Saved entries
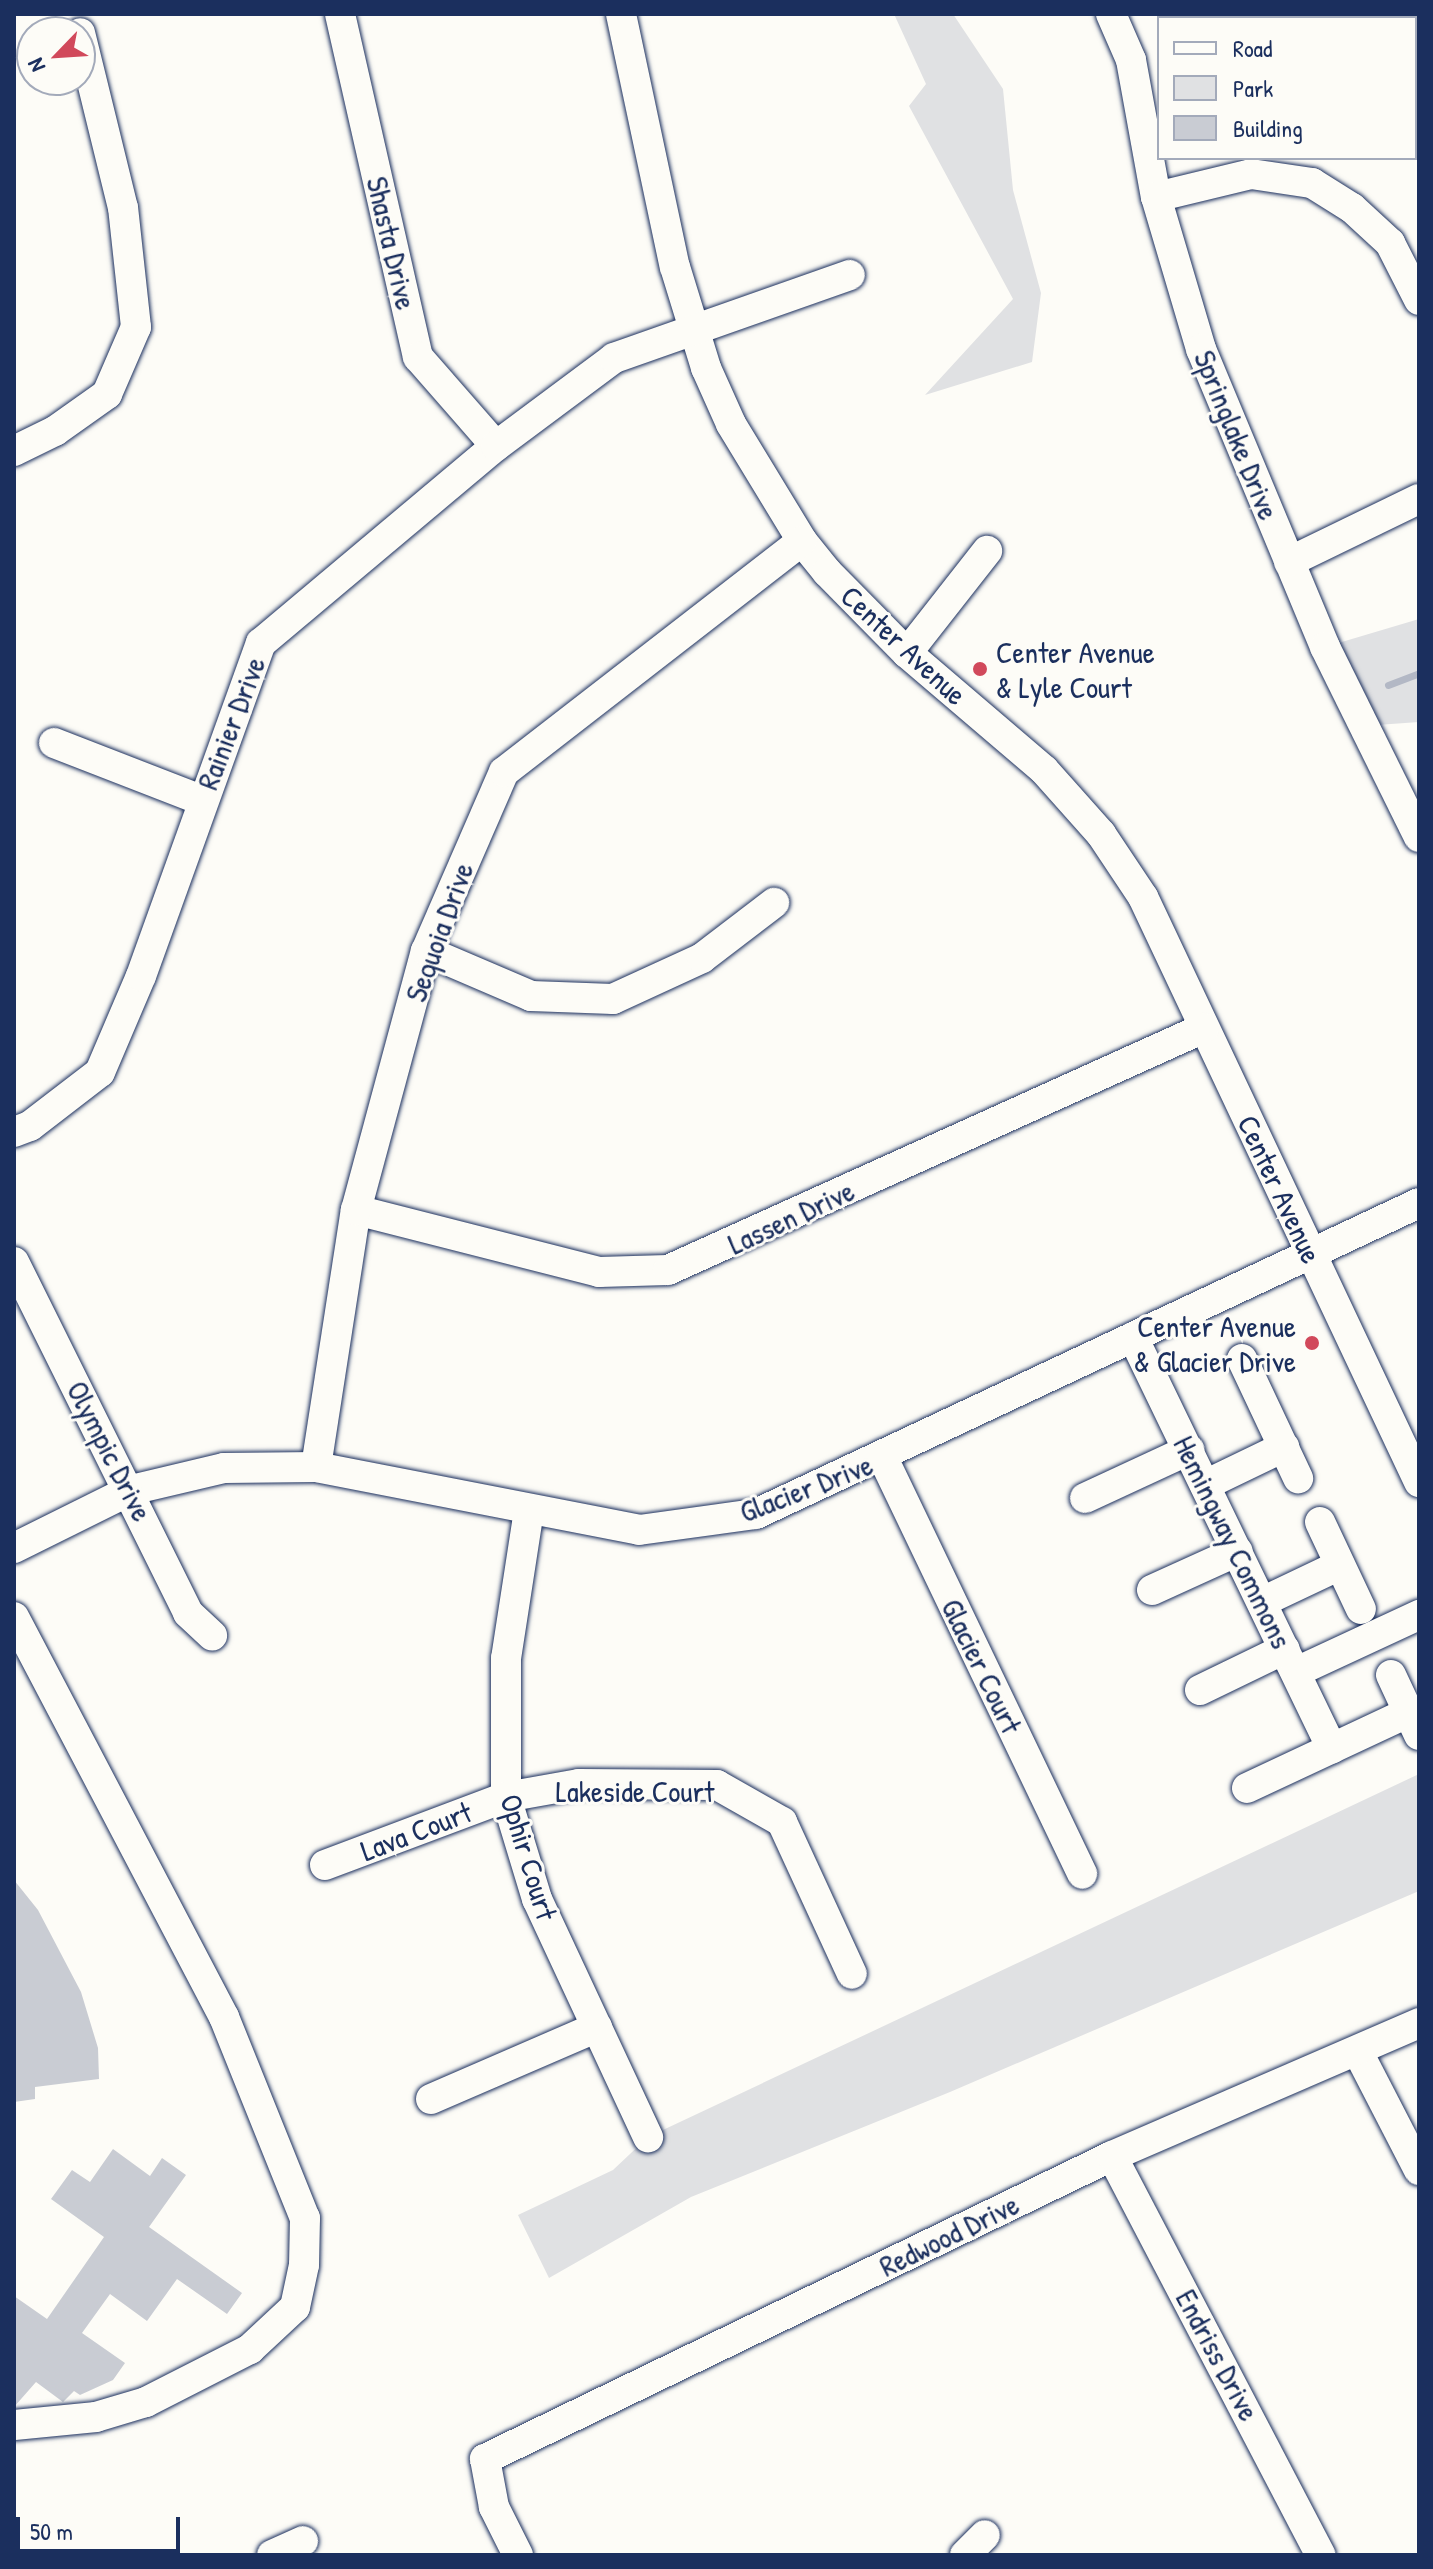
<!DOCTYPE html>
<style>
body{margin:0}
#map{position:relative;width:1433px;height:2569px;overflow:hidden;background:#fdfcf7;font-family:"Patrick Hand",sans-serif}
div>[style]{position:absolute}
[style*='--x']{left:calc(var(--x)*1px);top:calc(var(--y)*1px);width:calc(var(--w)*1px);rotate:calc(var(--a)*1deg)}
.green>*{inset:0;background:#e0e1e3}
.stream>*{height:7px;margin:-3.5px;padding:0 3.5px;transform-origin:3.5px;border-radius:3.5px;background:#b3b8c5}
.building>*{inset:0;background:#c9ccd3}
.roads{filter:drop-shadow(0 0 2px #1b2f5e) drop-shadow(0 0 2px #1b2f5e)}
.minor>*{height:30px;margin:-15px;padding:0 15px;transform-origin:15px;border-radius:15px;background:#fdfcf7}
.dots>*{width:22px;height:22px;translate:-50% -50%;box-sizing:border-box;border:4px solid #fdfcf7;border-radius:50%}
span{translate:-50% -50%;white-space:nowrap;text-align:center;line-height:1.15;-webkit-text-stroke:6px #fdfcf7;paint-order:stroke}
.street-label{font-size:30px;color:#1b2f5e}
.poi-label{font-size:30px;color:#1b2f5e}
.left{translate:0 -50%;text-align:left}
.right{translate:-100% -50%;text-align:right}
.frame{position:absolute;inset:0;border:16px solid #1b2f5e;pointer-events:none}
.legend{position:absolute;left:1157px;top:16px;width:260px;height:144px;box-sizing:border-box;background:#fdfcf7;border:2px solid #a3aaba;margin:0;padding:10px 14px;list-style:none;font-size:24px;color:#1b2f5e}
.legend li{display:flex;align-items:center;gap:16px;height:40px}
.legend b{width:40px;border:2px solid #a3aaba}
.north{position:absolute;left:16px;top:16px;width:80px;height:80px;box-sizing:border-box;background:#fdfcf7;border:2px solid #a3aaba;border-radius:50%;rotate:245deg;font-size:22px;font-weight:700;line-height:32px;text-align:center;color:#1b2f5e}
.north::after{content:'';display:block;margin:auto;width:28px;height:36px;background:#d1495b;clip-path:polygon(50% 0,100% 100%,50% 72%,0 100%)}
.scale{position:absolute;left:16px;top:2517px;width:164px;height:36px;box-sizing:border-box;border:4px solid #1b2f5e;border-top:0;padding-left:10px;font-size:24px;line-height:28px;white-space:nowrap;color:#1b2f5e;-webkit-text-stroke:6px #fdfcf7;paint-order:stroke}
</style>
<div id="map">
<div class="green">
<i style="clip-path:polygon(894px 14px,953px 14px,1003px 89px,1013px 190px,1041px 293px,1032px 362px,925px 395px,1013px 299px,909px 106px,926px 84px)"></i>
<i style="clip-path:polygon(1284px 14px,1419px 14px,1419px 108px,1415px 18px)"></i>
<i style="clip-path:polygon(1419px 619px,1419px 722px,1363px 726px,1325px 647px)"></i>
<i style="clip-path:polygon(1419px 1774px,1419px 1891px,950px 2092px,691px 2197px,549px 2278px,518px 2215px,613px 2170px,648px 2137px)"></i>
</div>
<div class="stream">
<i style="--x:1407;--y:14;--w:6;--a:45"></i>
<i style="--x:1388;--y:685;--w:33;--a:-21"></i>
</div>
<div class="building">
<i style="clip-path:polygon(14px 1880px,38px 1910px,81px 1992px,98px 2048px,99px 2079px,35px 2087px,35px 2099px,14px 2102px)"></i>
<i style="clip-path:polygon(113px 2149px,150px 2176px,162px 2158px,186px 2175px,149px 2227px,242px 2293px,227px 2314px,177px 2279px,147px 2321px,110px 2294px,82px 2333px,125px 2363px,113px 2380px,80px 2395px,74px 2391px,63px 2402px,36px 2382px,14px 2407px,14px 2296px,47px 2319px,104px 2237px,51px 2199px,72px 2170px,90px 2182px)"></i>
</div>
<div class="roads">
<div class="minor">
<i style="--x:340;--y:14;--w:352;--a:77.2"></i>
<i style="--x:418;--y:357;--w:118;--a:48.8"></i>
<i style="--x:621;--y:14;--w:259;--a:78"></i>
<i style="--x:675;--y:267;--w:106;--a:72.9"></i>
<i style="--x:706;--y:368;--w:61;--a:65.9"></i>
<i style="--x:731;--y:424;--w:137;--a:58.7"></i>
<i style="--x:802;--y:541;--w:40;--a:51"></i>
<i style="--x:827;--y:572;--w:114;--a:45.4"></i>
<i style="--x:907;--y:653;--w:180;--a:40.5"></i>
<i style="--x:1044;--y:770;--w:86;--a:48.3"></i>
<i style="--x:1101;--y:834;--w:76;--a:56.3"></i>
<i style="--x:1143;--y:897;--w:647;--a:64.74"></i>
<i style="--x:1111;--y:14;--w:50;--a:66.5"></i>
<i style="--x:1131;--y:60;--w:139;--a:79.7"></i>
<i style="--x:1156;--y:197;--w:159;--a:73.5"></i>
<i style="--x:1201;--y:349;--w:323;--a:67.4"></i>
<i style="--x:1325;--y:647;--w:212;--a:63.7"></i>
<i style="--x:1156;--y:197;--w:98;--a:-13.6"></i>
<i style="--x:1251;--y:174;--w:62;--a:8.4"></i>
<i style="--x:1312;--y:183;--w:47;--a:32"></i>
<i style="--x:1352;--y:208;--w:52;--a:42.6"></i>
<i style="--x:1390;--y:243;--w:64;--a:63"></i>
<i style="--x:14;--y:451;--w:46;--a:-26"></i>
<i style="--x:55;--y:431;--w:64;--a:-35.4"></i>
<i style="--x:107;--y:394;--w:73;--a:-66.6"></i>
<i style="--x:136;--y:327;--w:120;--a:-96.2"></i>
<i style="--x:123;--y:208;--w:180;--a:-103.8"></i>
<i style="--x:1289;--y:562;--w:144;--a:-25.9"></i>
<i style="--x:907;--y:653;--w:130;--a:-51.9"></i>
<i style="--x:54;--y:743;--w:158;--a:21.2"></i>
<i style="--x:426;--y:951;--w:114;--a:23.2"></i>
<i style="--x:531;--y:996;--w:82;--a:2.1"></i>
<i style="--x:613;--y:999;--w:98;--a:-24.7"></i>
<i style="--x:702;--y:958;--w:91;--a:-37.4"></i>
<i style="--x:14;--y:1132;--w:17;--a:-21"></i>
<i style="--x:30;--y:1126;--w:88;--a:-37.6"></i>
<i style="--x:100;--y:1072;--w:104;--a:-66.9"></i>
<i style="--x:141;--y:976;--w:354;--a:-70.2"></i>
<i style="--x:261;--y:643;--w:307;--a:-40"></i>
<i style="--x:496;--y:446;--w:147;--a:-36.7"></i>
<i style="--x:614;--y:358;--w:250;--a:-19.4"></i>
<i style="--x:356;--y:1210;--w:251;--a:14.3"></i>
<i style="--x:599;--y:1272;--w:69;--a:-1.7"></i>
<i style="--x:668;--y:1270;--w:588;--a:-24.3"></i>
<i style="--x:14;--y:1262;--w:392;--a:63.6"></i>
<i style="--x:188;--y:1613;--w:33;--a:43"></i>
<i style="--x:1133;--y:1337;--w:457;--a:64.2"></i>
<i style="--x:1242;--y:1359;--w:132;--a:64.8"></i>
<i style="--x:883;--y:1458;--w:461;--a:64.4"></i>
<i style="--x:316;--y:1467;--w:260;--a:-81.2"></i>
<i style="--x:356;--y:1210;--w:268;--a:-74.9"></i>
<i style="--x:426;--y:951;--w:195;--a:-66.5"></i>
<i style="--x:504;--y:772;--w:377;--a:-37.8"></i>
<i style="--x:1205;--y:1485;--w:88;--a:-25.7"></i>
<i style="--x:1085;--y:1498;--w:115;--a:-24.8"></i>
<i style="--x:529;--y:1510;--w:150;--a:98.8"></i>
<i style="--x:506;--y:1658;--w:139;--a:90"></i>
<i style="--x:506;--y:1797;--w:107;--a:73.1"></i>
<i style="--x:537;--y:1899;--w:263;--a:65"></i>
<i style="--x:1320;--y:1522;--w:96;--a:64.8"></i>
<i style="--x:14;--y:1548;--w:131;--a:-26.4"></i>
<i style="--x:131;--y:1490;--w:96;--a:-13.3"></i>
<i style="--x:224;--y:1468;--w:92;--a:-0.6"></i>
<i style="--x:316;--y:1467;--w:329;--a:11"></i>
<i style="--x:639;--y:1530;--w:118;--a:-7.8"></i>
<i style="--x:756;--y:1514;--w:732;--a:-25.13"></i>
<i style="--x:1152;--y:1590;--w:94;--a:-24.4"></i>
<i style="--x:1262;--y:1602;--w:86;--a:-25.4"></i>
<i style="--x:14;--y:1617;--w:452;--a:62.3"></i>
<i style="--x:224;--y:2017;--w:217;--a:68.1"></i>
<i style="--x:305;--y:2218;--w:47;--a:91.2"></i>
<i style="--x:304;--y:2265;--w:43;--a:102.1"></i>
<i style="--x:295;--y:2307;--w:62;--a:137"></i>
<i style="--x:250;--y:2349;--w:117;--a:153"></i>
<i style="--x:146;--y:2402;--w:52;--a:163.3"></i>
<i style="--x:96;--y:2417;--w:82;--a:174.4"></i>
<i style="--x:1296;--y:1672;--w:136;--a:-24.9"></i>
<i style="--x:1391;--y:1675;--w:66;--a:65"></i>
<i style="--x:1200;--y:1690;--w:94;--a:-25.8"></i>
<i style="--x:1247;--y:1788;--w:179;--a:-25.1"></i>
<i style="--x:325;--y:1865;--w:193;--a:-20.6"></i>
<i style="--x:506;--y:1797;--w:74;--a:-10.1"></i>
<i style="--x:579;--y:1784;--w:138;--a:0.4"></i>
<i style="--x:717;--y:1785;--w:75;--a:29.6"></i>
<i style="--x:782;--y:1822;--w:167;--a:65.3"></i>
<i style="--x:1358;--y:2052;--w:133;--a:62.7"></i>
<i style="--x:431;--y:2099;--w:181;--a:-23.4"></i>
<i style="--x:1112;--y:2156;--w:450;--a:62.4"></i>
<i style="--x:272;--y:2555;--w:34;--a:-24"></i>
<i style="--x:518;--y:2555;--w:54;--a:-116.6"></i>
<i style="--x:494;--y:2507;--w:49;--a:-100.6"></i>
<i style="--x:485;--y:2459;--w:696;--a:-25.79"></i>
<i style="--x:1112;--y:2156;--w:335;--a:-23.4"></i>
<i style="--x:965;--y:2555;--w:28;--a:-45"></i>
</div>
</div>
<div class="dots">
<i style="left:980px;top:669px;background:#d1495b"></i>
<i style="left:1312px;top:1343px;background:#d1495b"></i>
</div>
<div class="street-label">
<span style="left:392px;top:243px;rotate:77deg">Shasta Drive</span>
<span style="left:1237px;top:435px;rotate:68deg">Springlake Drive</span>
<span style="left:904px;top:645px;rotate:43deg">Center Avenue</span>
<span style="left:231px;top:723px;rotate:-69deg">Rainier Drive</span>
<span style="left:439px;top:932px;rotate:-70deg">Sequoia Drive</span>
<span style="left:1280px;top:1189px;rotate:65deg">Center Avenue</span>
<span style="left:791px;top:1217px;rotate:-25deg">Lassen Drive</span>
<span style="left:110px;top:1451px;rotate:63deg">Olympic Drive</span>
<span style="left:806px;top:1488px;rotate:-21deg">Glacier Drive</span>
<span style="left:1233px;top:1542px;rotate:64deg">Hemingway Commons</span>
<span style="left:982px;top:1666px;rotate:64deg">Glacier Court</span>
<span style="left:635px;top:1791px">Lakeside Court</span>
<span style="left:416px;top:1831px;rotate:-21deg">Lava Court</span>
<span style="left:529px;top:1857px;rotate:73deg">Ophir Court</span>
<span style="left:949px;top:2235px;rotate:-26deg">Redwood Drive</span>
<span style="left:1218px;top:2355px;rotate:62deg">Endriss Drive</span>
</div>
<div class="poi-label">
<span class="left" style="left:996px;top:669px">Center Avenue<br>&amp; Lyle Court</span>
<span class="right" style="left:1296px;top:1343px">Center Avenue<br>&amp; Glacier Drive</span>
</div>
<div class="frame"></div>
<ul class="legend">
<li><b style="height:10px;background:#fdfcf7"></b>Road</li>
<li><b style="height:22px;background:#e0e1e3"></b>Park</li>
<li><b style="height:22px;background:#c9ccd3"></b>Building</li>
</ul>
<div class="north">N</div>
<div class="scale">50 m</div>
</div>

_What to do_
Report all lines of the data that include the word "none".

_Answer to the exercise_
.frame{position:absolute;inset:0;border:16px solid #1b2f5e;pointer-events:none}
.legend{position:absolute;left:1157px;top:16px;width:260px;height:144px;box-sizing:border-box;background:#fdfcf7;border:2px solid #a3aaba;margin:0;padding:10px 14px;list-style:none;font-size:24px;color:#1b2f5e}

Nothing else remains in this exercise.